J’ai en permanence un téléphone malin [1] dans la poche, je travaille grâce à un ordinateur connecté au reste du monde, je fais des photos « numériques », j’ai une voiture qui m’emmène en montagne, à quelque huit cents kilomètres, en quelques heures, je regarde des films de cinéma dans mon salon ; même en montagne, mes vêtements sont légers, chauds, de hautes technologies, mes skis aussi, etc. Nous rêvons d’avoir le dernier téléphone intelligent, le tank-suve tout confort, excroissance mobile de nos chez-nous, et même (plutôt) le super vétété carbone machin-chose (et à assistance électrique, surtout) ou les skis de rando bidule. Nous rêvons de voitures de course, de fusées, de conquête de l’espace. Gamin, j’étais baba devant les bagnoles du Rallye de Monte-Carlo qui venaient polluer de bruit, de fureur et de gaz d’échappement l’air pourtant considéré comme « pur » (et calme) des Hautes-Alpes. La bande dessinée Tanguy et Laverdure me faisait rêver, j’ai un temps envisagé de devenir pilote de chasse. L’étoffe des héros m’a également fait rêver avec ces aventuriers du mur du son puis de l’espace (où le son ne porte pas). D’ailleurs les films de cinéma sont par essence des machines à rêve, il en passe beaucoup par là.

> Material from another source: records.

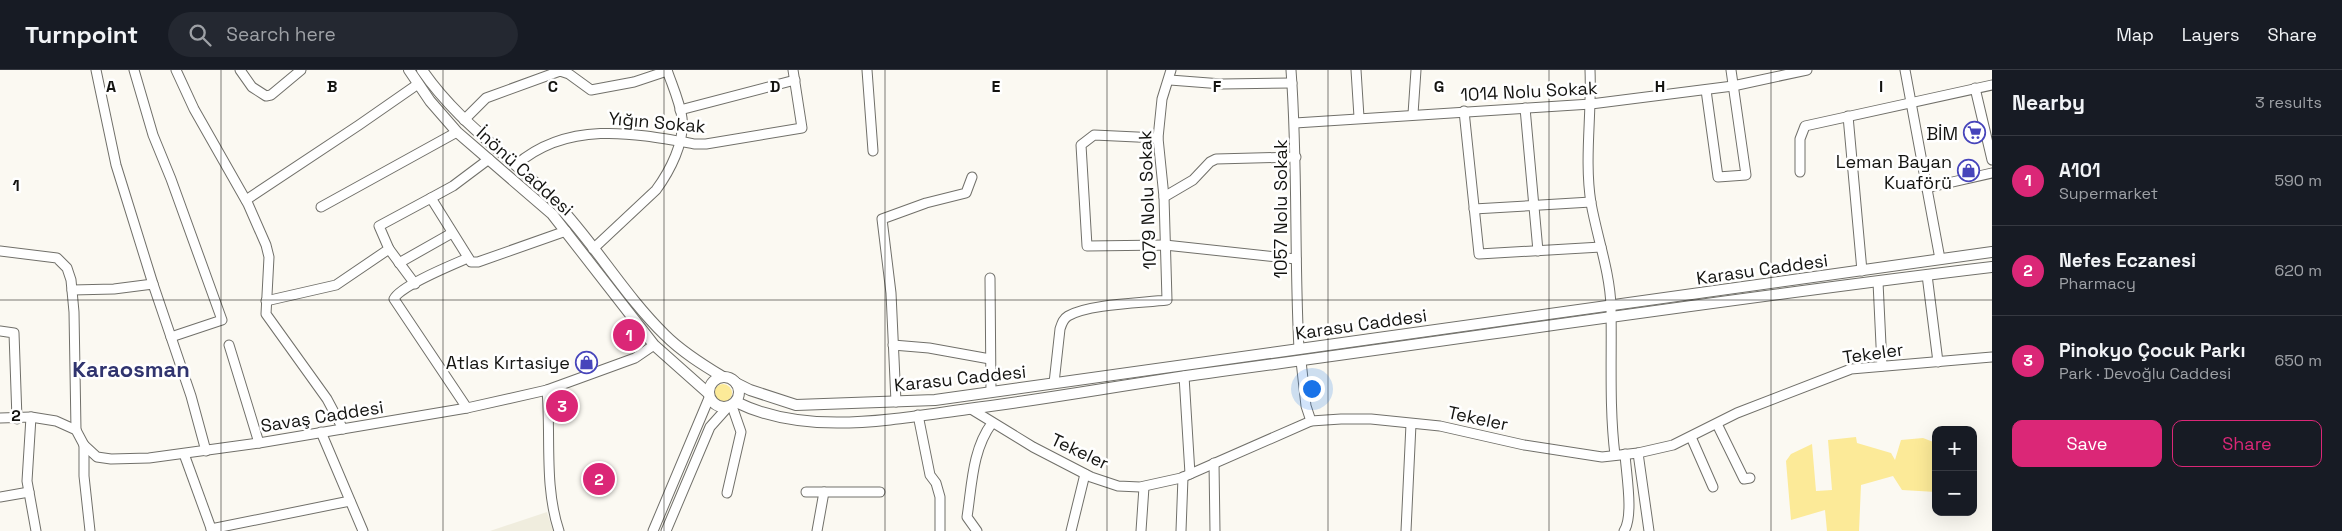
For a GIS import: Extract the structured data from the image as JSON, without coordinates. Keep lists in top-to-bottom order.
{
  "streets": {
    "main road": ["İnönü Caddesi", "Karasu Caddesi"],
    "street": [
      "1014 Nolu Sokak",
      "Yığın Sokak",
      "1079 Nolu Sokak",
      "1057 Nolu Sokak",
      "Tekeler",
      "Savaş Caddesi"
    ]
  },
  "crossings": [
    ["1014 Nolu Sokak", "1057 Nolu Sokak"],
    ["Yığın Sokak", "İnönü Caddesi"],
    ["İnönü Caddesi", "Karasu Caddesi"],
    ["İnönü Caddesi", "Savaş Caddesi"],
    ["1079 Nolu Sokak", "Karasu Caddesi"],
    ["1057 Nolu Sokak", "Karasu Caddesi"],
    ["Karasu Caddesi", "Tekeler"]
  ],
  "districts": ["Karaosman"],
  "places": {
    "supermarket": ["BİM"],
    "shop": ["Leman Bayan Kuaförü", "Atlas Kırtasiye"]
  },
  "page": {
    "header": "Turnpoint",
    "search": "Search here",
    "nav": ["Map", "Layers", "Share"],
    "heading": ["Nearby", "3 results"],
    "list": [
      {
        "mark": "1",
        "name": "A101",
        "note": "Supermarket",
        "value": "590 m"
      },
      {
        "mark": "2",
        "name": "Nefes Eczanesi",
        "note": "Pharmacy",
        "value": "620 m"
      },
      {
        "mark": "3",
        "name": "Pinokyo Çocuk Parkı",
        "note": "Park · Devoğlu Caddesi",
        "value": "650 m"
      }
    ],
    "pins": ["1", "3", "2"],
    "buttons": ["Save", "Share"],
    "map_buttons": ["+", "−"]
  },
  "grid": {
    "columns": [
      "A",
      "B",
      "C",
      "D",
      "E",
      "F",
      "G",
      "H",
      "I"
    ],
    "rows": ["1", "2"]
  }
}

Si j’ai abandonné l’idée de vouloir conduire des avions en cours de route pour bifurquer vers l’astrophysique, j’ai tout de même tenté l’aventure astronaute lors de la précédente sélection de l’ESA en 2008. Finalement je suis plutôt content d’avoir été recalé, à voir ce que subit Thomas Pesquet, cela ne me fait, en fait, plus rêver : il est un pur esclave de la technologie, sorte de surhomme qui valait 3 milliards, il n’a visiblement peu ou aucune liberté dans sa vie minutée d’entraînements en entraînements et en missions décidées par d’autres que lui. Quant à vivre six mois dans une boîte de conserve à contempler la planète bleue tout en sirotant de l’air en bouteille, je préfère infiniment vivre dessus, avec un rayon d’action bien plus vaste que celui matérialisé par les parois de la station spatiale, même si, contrairement à Thomas Pesquet, et tel un habitant de Flatland, je suis cantonné à la parcourir à deux dimensions (je ne fais pas encore de parapente !).

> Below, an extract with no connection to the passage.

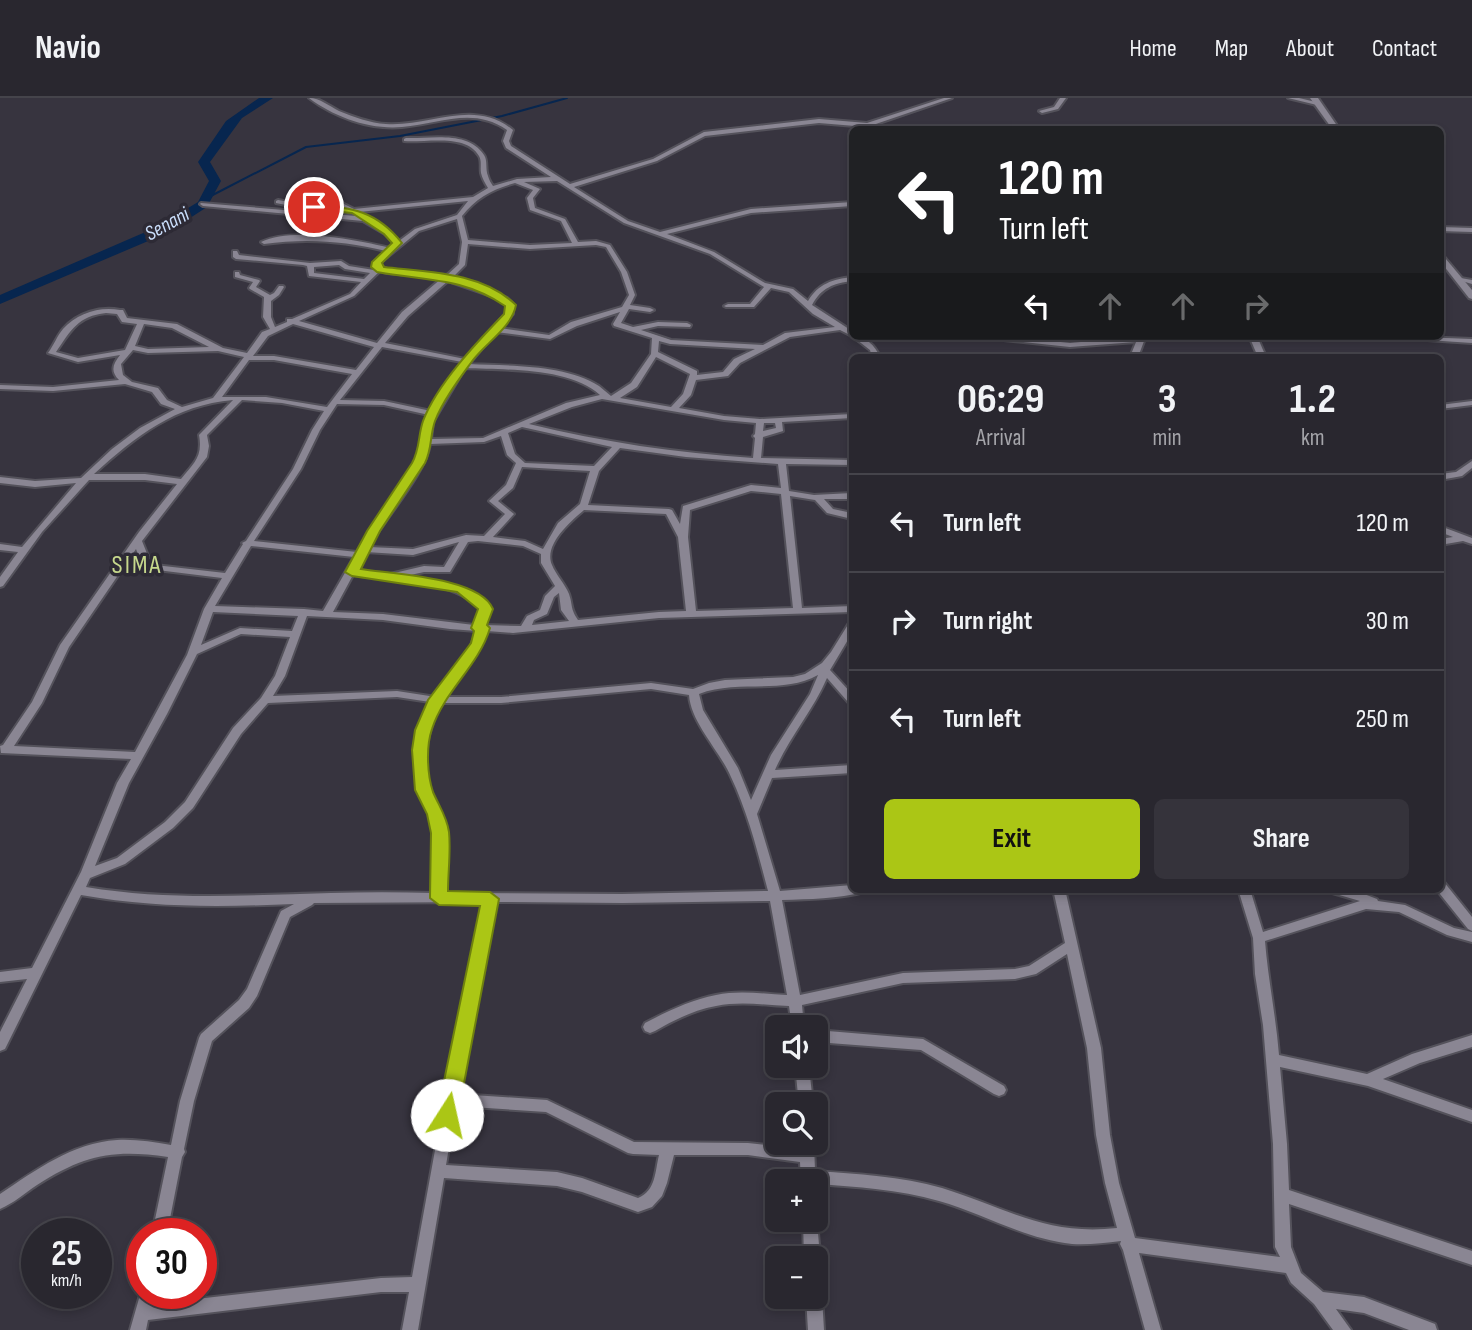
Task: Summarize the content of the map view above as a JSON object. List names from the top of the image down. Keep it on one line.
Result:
{"districts":["SIMA"],"water":["Senani"],"page":{"header":"Navio","nav":["Home","Map","About","Contact"],"turn":["120 m","Turn left"],"eta":["06:29","Arrival","3","min","1.2","km"],"list":[{"name":"Turn left","value":"120 m"},{"name":"Turn right","value":"30 m"},{"name":"Turn left","value":"250 m"}],"buttons":["Exit","Share"],"map_buttons":["+","−"],"speed":"25 km/h","limit":"30"}}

On m’avait ainsi collé ce rêve dans la tête, astronaute, le top (?) de la réussite, l’archétype du héros. Mes parents sont innocents. Qui avait bien pu m’implanter ça dans le cerveau ? Ces rêves d’espace et d’immensité. Immensité oui, mais de loin : s’il peut effectivement embrasser l’ensemble de la planète presque d’un seul regard – de ce point de vue, privilégié, certes - l’astronaute est probablement l’être humain qui dispose du moins de liberté. Même un prisonnier ne respire pas de l’air en boîte ! Qui, alors ? La société, pardi ! Les lectures que j’avais, les films que je voyais, surtout. La société fabrique ainsi les rêves des enfants et perpétue le mythe de la conquête sans limites.
Je rêve encore d’aller me balader à nouveau dans les montagnes du Népal, celles d’Amérique du Sud, ou de retourner au Groenland. Mais je me rends finalement compte que les Alpes, les Pyrénées, sont également un fabuleux terrain de jeu qui suffit largement à combler une vie. Et puis le Népal, pourquoi pas, mais y aller en vélo, par exemple, ne serait-ce que pour prendre le temps d’apprécier la taille de la planète. Plutôt que de vouloir absolument en changer (de planète). Ou d’y aller en volant (du temps) en avion et de devoir ensuite en changer (de planète). D’autant que les astronomes sont formels, dans l’état actuel des connaissances, il n’existe aucune planète vivable à portée de vaisseau spatial (ni même au-delà, d’ailleurs). Mars, c’est l’enfer pour le vivant, tout comme Vénus ou la Lune. Sauf à rêver de vivre dans une boite avec de l’air en boite, de l’eau recyclée, de la nourriture synthétique, etc., comme Elon Musk (il a des rêves bizarres, quand même !). La sylvothérapie, ce n’est pas simple ailleurs que sur Terre ! Le mythe de la conquête de l’espace prend un coup.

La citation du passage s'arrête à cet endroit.